(TASK OBJECTIVE):
Which lines run from the line with "1460px,1377px 1599px,1347px 1598px,1345px" through the line with "1685px,1233px 1761px,1286px 1779px,1276px" in the entries below? Print them exactly, both ends included, and nothing more.

(RECORDED DATA):
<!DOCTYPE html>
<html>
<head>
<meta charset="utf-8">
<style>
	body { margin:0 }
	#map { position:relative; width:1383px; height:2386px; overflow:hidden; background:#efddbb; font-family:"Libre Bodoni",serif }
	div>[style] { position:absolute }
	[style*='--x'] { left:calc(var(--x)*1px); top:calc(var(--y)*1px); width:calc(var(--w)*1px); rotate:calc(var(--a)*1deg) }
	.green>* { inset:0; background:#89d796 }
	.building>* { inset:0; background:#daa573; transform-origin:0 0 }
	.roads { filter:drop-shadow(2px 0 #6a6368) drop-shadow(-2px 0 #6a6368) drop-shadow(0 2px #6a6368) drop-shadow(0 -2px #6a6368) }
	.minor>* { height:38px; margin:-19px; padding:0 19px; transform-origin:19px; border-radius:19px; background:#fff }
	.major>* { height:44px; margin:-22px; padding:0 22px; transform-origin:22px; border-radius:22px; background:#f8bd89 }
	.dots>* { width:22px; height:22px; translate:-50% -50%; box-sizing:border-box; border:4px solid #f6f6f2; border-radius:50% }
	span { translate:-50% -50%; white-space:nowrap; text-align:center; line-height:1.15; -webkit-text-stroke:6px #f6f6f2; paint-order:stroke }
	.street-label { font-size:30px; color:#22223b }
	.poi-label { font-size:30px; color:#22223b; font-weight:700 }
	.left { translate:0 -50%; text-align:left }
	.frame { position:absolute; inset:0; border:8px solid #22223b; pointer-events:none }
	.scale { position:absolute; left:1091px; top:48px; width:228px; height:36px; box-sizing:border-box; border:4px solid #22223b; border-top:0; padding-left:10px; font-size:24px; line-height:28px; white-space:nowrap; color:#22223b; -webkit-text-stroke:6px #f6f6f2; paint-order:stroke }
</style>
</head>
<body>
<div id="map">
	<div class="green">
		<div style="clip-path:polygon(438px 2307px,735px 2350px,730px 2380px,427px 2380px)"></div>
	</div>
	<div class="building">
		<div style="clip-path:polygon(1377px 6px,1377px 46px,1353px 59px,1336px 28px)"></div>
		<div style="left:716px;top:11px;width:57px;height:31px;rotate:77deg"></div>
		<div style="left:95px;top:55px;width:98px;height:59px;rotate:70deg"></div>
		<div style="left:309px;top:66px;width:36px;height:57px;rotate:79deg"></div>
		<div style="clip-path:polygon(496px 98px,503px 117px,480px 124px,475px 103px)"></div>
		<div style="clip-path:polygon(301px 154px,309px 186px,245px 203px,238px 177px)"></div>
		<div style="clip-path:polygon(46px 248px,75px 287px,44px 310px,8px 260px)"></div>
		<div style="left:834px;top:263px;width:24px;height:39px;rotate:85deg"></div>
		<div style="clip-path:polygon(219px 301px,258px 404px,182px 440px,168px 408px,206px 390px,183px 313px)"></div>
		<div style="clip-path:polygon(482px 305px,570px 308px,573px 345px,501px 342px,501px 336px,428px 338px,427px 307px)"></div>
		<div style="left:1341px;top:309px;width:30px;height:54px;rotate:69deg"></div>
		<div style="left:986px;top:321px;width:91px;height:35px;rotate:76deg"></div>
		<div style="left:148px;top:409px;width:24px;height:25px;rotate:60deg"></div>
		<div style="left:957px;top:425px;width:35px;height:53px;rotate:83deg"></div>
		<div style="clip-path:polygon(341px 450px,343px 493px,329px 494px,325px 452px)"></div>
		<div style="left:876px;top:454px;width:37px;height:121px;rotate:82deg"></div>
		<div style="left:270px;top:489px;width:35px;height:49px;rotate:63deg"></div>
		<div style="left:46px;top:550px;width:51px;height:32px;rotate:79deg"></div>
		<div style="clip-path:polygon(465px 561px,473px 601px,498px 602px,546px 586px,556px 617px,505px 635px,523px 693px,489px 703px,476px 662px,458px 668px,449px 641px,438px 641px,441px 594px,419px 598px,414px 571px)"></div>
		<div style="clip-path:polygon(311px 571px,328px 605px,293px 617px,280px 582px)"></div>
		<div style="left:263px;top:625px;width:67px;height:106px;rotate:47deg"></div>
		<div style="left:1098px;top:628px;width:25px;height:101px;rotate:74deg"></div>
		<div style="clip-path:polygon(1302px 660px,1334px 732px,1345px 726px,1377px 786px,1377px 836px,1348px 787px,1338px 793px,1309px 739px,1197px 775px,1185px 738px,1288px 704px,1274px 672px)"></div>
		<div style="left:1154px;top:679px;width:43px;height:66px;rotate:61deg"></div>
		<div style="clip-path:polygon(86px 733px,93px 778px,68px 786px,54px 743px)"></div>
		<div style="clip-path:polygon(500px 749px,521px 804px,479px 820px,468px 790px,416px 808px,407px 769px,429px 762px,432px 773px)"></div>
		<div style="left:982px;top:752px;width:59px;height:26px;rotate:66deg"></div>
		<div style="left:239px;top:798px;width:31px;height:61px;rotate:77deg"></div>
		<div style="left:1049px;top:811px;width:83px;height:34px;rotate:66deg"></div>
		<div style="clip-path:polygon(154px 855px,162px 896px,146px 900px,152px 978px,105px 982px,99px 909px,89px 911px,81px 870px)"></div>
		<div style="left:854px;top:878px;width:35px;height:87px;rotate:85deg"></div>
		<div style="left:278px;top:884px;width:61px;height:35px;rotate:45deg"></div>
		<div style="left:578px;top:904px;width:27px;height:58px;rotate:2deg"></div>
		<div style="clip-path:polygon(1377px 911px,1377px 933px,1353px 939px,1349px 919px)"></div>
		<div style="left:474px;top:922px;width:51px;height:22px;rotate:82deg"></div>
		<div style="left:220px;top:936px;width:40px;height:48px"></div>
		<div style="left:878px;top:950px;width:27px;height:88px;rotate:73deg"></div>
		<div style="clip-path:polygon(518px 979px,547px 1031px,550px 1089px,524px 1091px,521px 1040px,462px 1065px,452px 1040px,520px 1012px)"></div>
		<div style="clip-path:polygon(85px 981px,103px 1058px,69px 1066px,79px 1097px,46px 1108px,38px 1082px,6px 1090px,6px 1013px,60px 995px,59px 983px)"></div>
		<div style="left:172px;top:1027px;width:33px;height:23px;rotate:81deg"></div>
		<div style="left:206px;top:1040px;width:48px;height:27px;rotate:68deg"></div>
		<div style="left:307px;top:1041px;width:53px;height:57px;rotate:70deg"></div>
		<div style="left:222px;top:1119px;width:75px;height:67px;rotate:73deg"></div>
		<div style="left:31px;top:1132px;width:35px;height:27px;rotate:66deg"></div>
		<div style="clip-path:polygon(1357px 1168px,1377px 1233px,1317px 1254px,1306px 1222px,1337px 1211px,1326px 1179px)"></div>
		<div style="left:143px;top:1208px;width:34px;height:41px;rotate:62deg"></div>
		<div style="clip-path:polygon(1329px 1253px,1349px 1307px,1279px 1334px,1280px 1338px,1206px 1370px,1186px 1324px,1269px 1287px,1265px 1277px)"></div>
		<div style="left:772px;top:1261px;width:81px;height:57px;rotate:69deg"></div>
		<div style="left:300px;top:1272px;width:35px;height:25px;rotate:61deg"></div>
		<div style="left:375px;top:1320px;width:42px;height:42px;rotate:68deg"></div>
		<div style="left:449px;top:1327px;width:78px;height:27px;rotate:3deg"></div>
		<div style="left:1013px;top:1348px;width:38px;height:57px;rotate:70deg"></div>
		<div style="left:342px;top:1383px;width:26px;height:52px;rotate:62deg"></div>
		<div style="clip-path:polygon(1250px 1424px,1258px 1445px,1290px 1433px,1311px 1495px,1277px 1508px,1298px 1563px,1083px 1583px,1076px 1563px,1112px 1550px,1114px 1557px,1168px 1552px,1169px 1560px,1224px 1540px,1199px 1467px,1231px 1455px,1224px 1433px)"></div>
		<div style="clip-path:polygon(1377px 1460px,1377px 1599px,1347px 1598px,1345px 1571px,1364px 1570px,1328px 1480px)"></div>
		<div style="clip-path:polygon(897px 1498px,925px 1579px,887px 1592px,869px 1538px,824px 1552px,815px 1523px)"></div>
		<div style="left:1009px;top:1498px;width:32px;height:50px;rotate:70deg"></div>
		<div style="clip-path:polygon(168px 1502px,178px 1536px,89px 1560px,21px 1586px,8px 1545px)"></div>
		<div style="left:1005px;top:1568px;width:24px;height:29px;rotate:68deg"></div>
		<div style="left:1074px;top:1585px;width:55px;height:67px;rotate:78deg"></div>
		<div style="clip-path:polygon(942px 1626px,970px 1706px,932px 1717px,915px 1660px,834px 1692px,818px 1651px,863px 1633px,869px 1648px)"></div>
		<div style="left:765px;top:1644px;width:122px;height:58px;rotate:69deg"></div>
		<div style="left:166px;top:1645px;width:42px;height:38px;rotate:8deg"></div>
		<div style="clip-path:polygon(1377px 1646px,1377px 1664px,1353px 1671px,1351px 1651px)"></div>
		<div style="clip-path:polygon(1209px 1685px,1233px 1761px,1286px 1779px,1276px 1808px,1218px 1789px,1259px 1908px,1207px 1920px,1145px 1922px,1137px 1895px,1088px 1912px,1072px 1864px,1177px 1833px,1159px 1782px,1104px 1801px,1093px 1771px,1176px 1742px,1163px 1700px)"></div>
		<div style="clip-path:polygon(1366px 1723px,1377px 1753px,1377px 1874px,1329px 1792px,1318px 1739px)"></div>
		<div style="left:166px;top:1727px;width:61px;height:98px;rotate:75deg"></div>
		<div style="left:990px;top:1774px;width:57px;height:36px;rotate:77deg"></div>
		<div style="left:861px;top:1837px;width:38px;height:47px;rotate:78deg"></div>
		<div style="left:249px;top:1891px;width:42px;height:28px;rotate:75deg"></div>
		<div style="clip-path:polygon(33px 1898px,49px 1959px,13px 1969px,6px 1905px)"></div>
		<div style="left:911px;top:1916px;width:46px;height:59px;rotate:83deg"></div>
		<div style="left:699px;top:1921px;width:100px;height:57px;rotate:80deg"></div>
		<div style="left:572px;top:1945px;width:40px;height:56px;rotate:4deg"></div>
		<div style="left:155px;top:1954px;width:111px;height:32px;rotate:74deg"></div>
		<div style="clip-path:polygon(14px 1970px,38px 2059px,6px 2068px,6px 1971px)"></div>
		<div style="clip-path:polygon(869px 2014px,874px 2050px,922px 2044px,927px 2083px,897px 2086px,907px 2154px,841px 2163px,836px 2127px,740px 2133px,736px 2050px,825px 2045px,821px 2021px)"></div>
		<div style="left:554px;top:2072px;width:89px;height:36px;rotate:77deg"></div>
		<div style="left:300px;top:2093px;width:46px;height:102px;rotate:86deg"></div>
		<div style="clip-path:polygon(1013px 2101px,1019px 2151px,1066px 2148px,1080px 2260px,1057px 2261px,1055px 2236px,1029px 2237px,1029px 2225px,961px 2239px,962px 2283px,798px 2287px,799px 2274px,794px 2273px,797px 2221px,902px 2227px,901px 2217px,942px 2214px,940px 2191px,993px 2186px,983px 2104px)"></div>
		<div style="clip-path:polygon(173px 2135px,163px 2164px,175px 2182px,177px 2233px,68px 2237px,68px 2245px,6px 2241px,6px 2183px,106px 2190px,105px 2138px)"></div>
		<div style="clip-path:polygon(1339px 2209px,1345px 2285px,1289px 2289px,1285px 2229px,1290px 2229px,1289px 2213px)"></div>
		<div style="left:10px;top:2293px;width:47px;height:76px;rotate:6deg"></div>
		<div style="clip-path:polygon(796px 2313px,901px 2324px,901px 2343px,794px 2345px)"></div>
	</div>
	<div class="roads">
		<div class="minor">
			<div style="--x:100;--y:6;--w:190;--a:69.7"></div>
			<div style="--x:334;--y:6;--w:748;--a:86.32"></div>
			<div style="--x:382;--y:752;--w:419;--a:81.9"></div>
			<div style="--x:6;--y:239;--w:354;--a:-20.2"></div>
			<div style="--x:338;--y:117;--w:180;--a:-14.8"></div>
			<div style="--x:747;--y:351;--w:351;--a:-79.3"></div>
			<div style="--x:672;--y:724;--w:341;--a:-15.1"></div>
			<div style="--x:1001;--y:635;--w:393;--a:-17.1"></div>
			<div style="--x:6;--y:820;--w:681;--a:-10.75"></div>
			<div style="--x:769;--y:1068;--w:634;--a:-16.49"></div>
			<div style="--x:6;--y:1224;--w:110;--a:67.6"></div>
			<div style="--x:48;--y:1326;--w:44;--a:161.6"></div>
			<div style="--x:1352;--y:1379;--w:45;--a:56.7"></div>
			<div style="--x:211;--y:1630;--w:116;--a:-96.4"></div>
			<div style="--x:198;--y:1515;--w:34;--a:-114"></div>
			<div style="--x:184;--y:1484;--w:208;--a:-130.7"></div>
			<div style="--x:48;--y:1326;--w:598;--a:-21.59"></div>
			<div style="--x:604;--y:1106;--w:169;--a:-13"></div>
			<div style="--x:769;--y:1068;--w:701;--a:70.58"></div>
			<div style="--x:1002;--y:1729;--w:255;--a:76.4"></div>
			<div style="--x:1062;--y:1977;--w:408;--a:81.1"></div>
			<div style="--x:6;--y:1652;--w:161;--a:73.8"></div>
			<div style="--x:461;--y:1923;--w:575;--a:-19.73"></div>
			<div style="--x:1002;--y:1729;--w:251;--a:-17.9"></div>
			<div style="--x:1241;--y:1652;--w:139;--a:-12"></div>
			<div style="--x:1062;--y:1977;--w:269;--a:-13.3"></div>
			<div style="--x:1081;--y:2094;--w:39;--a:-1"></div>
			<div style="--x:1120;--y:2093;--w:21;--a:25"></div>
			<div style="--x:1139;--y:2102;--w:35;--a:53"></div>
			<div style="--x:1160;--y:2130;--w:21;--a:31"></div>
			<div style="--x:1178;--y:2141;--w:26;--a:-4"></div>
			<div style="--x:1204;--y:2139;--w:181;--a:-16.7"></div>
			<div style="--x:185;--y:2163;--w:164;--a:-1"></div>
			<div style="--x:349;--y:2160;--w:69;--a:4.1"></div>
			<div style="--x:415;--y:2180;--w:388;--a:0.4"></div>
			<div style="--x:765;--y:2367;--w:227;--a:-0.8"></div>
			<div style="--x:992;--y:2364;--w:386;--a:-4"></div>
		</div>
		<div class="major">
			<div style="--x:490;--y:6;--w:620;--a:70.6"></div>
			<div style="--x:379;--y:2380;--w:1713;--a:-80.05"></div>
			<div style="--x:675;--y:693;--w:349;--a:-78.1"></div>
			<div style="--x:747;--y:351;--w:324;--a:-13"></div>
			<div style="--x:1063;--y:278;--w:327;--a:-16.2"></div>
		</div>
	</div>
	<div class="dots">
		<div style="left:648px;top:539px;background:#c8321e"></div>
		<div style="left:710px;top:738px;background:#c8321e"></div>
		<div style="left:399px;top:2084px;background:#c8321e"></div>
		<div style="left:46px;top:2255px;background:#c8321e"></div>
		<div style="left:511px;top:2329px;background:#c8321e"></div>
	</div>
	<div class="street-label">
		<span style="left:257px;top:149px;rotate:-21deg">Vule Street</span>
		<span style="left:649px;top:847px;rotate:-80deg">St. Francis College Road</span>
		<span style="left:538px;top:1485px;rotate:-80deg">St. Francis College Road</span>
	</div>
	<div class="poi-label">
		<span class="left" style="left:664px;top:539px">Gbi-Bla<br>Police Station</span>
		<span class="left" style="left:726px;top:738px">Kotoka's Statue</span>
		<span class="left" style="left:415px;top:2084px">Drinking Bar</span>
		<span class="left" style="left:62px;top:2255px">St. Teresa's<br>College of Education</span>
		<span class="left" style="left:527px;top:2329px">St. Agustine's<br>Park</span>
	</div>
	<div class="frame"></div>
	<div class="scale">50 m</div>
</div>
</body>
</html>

(ANSWER TO THIS PROBLEM):
		<div style="clip-path:polygon(1377px 1460px,1377px 1599px,1347px 1598px,1345px 1571px,1364px 1570px,1328px 1480px)"></div>
		<div style="clip-path:polygon(897px 1498px,925px 1579px,887px 1592px,869px 1538px,824px 1552px,815px 1523px)"></div>
		<div style="left:1009px;top:1498px;width:32px;height:50px;rotate:70deg"></div>
		<div style="clip-path:polygon(168px 1502px,178px 1536px,89px 1560px,21px 1586px,8px 1545px)"></div>
		<div style="left:1005px;top:1568px;width:24px;height:29px;rotate:68deg"></div>
		<div style="left:1074px;top:1585px;width:55px;height:67px;rotate:78deg"></div>
		<div style="clip-path:polygon(942px 1626px,970px 1706px,932px 1717px,915px 1660px,834px 1692px,818px 1651px,863px 1633px,869px 1648px)"></div>
		<div style="left:765px;top:1644px;width:122px;height:58px;rotate:69deg"></div>
		<div style="left:166px;top:1645px;width:42px;height:38px;rotate:8deg"></div>
		<div style="clip-path:polygon(1377px 1646px,1377px 1664px,1353px 1671px,1351px 1651px)"></div>
		<div style="clip-path:polygon(1209px 1685px,1233px 1761px,1286px 1779px,1276px 1808px,1218px 1789px,1259px 1908px,1207px 1920px,1145px 1922px,1137px 1895px,1088px 1912px,1072px 1864px,1177px 1833px,1159px 1782px,1104px 1801px,1093px 1771px,1176px 1742px,1163px 1700px)"></div>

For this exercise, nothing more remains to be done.